Тогда нам обеим – мне и Р.В. – и в голову не пришло, что это мог быть Алик. Я удивилась, как И.И. воспроизвел голос Алика, да еще как бы из глубины. Но, анализируя этот «диалог» И.И. в свете того, что происходило позднее, я, пожалуй, не могу полностью исключить, что мы с Р.В. слышали именно голос Алика. Я была в последнее время социально «persona non grata», и зачем я была нужна Алику? – Я не вскрыла дверь и не спасла Алика «в последний момент», как это уже бывало. И действительно, зачем?
Со всем дальнейшим странным и необычным мы также встречались вместе с Р.В. Если бы я продолжала встречаться со странностями одна, я бы подумала: да нет, не может быть, была бы уверена, что все это – миражи больного воображения.
По порядку.
1. Я продолжала ездить в командировки – в Москву, за границу. И однажды, вернувшись из Москвы, мы с Р.В. услышали шаги человека, шедшего перед окнами в гостиной справа налево по направлению к небольшому шкафу. В пространстве под шкафом раздался шум, напоминающий шум большого волчка, очень громкий; 5–10 секунд – и все кончилось. Никакого «человека» мы не видели.
2. Я иду в ванную мыться. Р.В. остается в гостиной. Расстояние между нами 18–20 м. Когда я уже вышла из самой ванной, я услышала шаги, предположительно мужские, двигавшиеся к ванной комнате. Шаги дошли до ванной. Я, естественно, окликнула Раису – шаги стали удаляться. Когда я через 6–8 минут вышла, Р.В. сказала мне: «А зачем вы выходили только что?

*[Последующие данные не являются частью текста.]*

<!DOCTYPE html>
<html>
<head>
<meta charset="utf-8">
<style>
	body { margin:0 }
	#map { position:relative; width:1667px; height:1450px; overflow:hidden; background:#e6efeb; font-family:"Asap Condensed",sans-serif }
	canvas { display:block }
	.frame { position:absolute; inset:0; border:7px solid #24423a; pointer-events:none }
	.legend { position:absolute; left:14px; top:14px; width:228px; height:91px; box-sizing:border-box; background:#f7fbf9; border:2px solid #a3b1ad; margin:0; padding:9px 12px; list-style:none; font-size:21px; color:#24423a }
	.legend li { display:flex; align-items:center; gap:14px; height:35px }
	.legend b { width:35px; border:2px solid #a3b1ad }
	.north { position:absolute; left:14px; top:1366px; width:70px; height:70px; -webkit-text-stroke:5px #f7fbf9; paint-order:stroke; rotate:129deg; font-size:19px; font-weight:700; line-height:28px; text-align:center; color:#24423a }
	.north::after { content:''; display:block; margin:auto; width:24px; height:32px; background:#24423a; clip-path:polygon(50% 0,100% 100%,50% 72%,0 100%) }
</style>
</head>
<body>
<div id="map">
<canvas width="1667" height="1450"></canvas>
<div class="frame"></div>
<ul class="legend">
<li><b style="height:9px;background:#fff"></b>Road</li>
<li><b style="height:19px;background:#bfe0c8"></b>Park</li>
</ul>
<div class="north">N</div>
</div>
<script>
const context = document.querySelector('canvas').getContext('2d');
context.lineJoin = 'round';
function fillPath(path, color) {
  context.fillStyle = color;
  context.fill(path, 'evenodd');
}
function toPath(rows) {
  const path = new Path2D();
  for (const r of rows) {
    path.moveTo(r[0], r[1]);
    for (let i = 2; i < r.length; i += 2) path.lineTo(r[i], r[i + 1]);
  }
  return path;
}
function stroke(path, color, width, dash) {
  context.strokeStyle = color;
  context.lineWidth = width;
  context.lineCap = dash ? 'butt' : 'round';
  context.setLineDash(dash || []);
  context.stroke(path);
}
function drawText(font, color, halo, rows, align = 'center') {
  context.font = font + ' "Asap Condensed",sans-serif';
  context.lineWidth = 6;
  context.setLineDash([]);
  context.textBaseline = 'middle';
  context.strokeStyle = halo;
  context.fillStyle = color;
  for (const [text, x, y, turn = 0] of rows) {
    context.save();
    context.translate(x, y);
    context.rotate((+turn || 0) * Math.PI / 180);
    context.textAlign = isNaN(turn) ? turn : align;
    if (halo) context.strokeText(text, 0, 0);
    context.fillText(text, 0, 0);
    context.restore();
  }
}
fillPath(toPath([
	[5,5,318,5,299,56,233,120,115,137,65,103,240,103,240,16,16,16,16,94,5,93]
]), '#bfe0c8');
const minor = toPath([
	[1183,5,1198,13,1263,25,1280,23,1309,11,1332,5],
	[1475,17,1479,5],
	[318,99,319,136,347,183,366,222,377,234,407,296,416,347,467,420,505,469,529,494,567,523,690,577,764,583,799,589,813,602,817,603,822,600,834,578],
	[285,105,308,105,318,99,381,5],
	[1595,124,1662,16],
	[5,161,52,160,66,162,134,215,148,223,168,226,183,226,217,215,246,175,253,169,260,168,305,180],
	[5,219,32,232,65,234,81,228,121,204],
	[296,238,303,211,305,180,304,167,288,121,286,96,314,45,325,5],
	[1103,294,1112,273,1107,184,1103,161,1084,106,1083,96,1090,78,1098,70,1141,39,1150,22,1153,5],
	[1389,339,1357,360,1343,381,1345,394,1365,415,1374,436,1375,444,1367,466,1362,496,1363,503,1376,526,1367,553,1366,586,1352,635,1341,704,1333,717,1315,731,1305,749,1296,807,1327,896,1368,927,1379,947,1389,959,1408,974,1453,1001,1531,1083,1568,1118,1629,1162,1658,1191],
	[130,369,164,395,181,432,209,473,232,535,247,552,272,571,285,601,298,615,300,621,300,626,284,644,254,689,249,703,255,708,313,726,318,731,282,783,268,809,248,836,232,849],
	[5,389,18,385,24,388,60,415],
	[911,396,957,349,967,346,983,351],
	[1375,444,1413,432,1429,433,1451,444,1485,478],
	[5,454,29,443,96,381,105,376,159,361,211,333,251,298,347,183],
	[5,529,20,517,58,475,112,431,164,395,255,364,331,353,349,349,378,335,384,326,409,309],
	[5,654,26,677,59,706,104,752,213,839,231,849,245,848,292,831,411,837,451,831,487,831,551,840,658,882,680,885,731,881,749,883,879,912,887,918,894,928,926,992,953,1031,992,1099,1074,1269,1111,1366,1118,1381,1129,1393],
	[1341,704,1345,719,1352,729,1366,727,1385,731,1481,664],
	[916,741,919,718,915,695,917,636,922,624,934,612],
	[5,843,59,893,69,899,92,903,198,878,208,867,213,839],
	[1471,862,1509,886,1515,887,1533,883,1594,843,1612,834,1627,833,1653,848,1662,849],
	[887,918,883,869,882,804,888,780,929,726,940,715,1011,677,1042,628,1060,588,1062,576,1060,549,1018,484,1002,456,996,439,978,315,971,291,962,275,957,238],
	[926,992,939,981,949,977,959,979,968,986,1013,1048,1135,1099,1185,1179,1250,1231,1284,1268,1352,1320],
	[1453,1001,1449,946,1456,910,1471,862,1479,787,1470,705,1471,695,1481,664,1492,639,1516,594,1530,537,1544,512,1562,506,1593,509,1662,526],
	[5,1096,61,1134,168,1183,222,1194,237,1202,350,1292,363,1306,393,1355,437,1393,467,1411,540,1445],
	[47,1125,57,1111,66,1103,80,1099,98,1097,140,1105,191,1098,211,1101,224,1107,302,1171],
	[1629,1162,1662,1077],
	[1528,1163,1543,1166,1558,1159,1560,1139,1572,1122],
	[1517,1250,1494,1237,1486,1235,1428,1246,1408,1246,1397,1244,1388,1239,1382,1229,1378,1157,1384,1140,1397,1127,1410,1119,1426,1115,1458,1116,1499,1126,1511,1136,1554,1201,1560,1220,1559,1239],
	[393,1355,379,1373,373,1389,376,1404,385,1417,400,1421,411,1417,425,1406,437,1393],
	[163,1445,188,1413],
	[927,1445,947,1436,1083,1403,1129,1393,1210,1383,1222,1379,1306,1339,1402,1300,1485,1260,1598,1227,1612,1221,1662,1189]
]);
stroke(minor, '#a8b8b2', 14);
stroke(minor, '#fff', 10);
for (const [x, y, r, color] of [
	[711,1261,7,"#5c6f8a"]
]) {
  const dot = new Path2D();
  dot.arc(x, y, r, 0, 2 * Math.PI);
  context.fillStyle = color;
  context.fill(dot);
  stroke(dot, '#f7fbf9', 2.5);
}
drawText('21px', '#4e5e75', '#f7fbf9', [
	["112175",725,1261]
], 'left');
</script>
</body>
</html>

И почему не ответили мне?» И добавила, что сидела спиной к «шагам», причем испытывала странное чувство: ей было трудно повернуться ко «мне». Она пыталась заговорить со «мной», но «я» не отвечала. История эта произвела на нас обеих очень сильное впечатление, впечатление чьего-то присутствия. Кстати, у меня долгое время сохранялось чувство присутствия кого-то из двух ушедших в иной мир в квартире, особенно отчетливое в первые секунды пробуждения, – оно исчезло, но только тогда, когда перестали обнаруживаться и «странные» явления.
3. В спальне висел большой и хорошо выполненный портрет моего мужа. После его смерти я ставила перед ним цветы и подолгу говорила ему что-то, нередко не отдавая себе отчета в том, что именно. Р.В. часто ночевала у меня, и однажды, когда мы припозднились в гостях, войдя в спальню, я увидела, что И.И. на портрете плачет. Из правого глаза (портрет в три четверти) медленно стекала крупная слеза. Я попросила Р.В. посмотреть на портрет. «Да он плачет!» – вскричала она. Продолжалось это несколько минут. Я зажигала свет, тушила его – слеза медленно опускалась к промежутку между кончиком носа и ноздрей. И, не докатившись до конца носа, внезапно исчезла. И.И. очень не любил мои запоздалые приходы, не говоря уж о поздних. Это «странное» явление я вписываю в «Зазеркалье» условно. У меня был страх позднего прихода, хотя бояться было, к сожалению, уже некого. И какую-то особенность портрета я могла в этой ситуации принять за слезу. Может быть, я как-то индуцировала Р.В. Да, но почему мне казалось, что слеза движется? Потому что слезы обычно движутся? Вот здесь – не исключаю. И почему все-таки Р.В. тоже сказала о слезах? Вот это уже сложнее для простого объяснения.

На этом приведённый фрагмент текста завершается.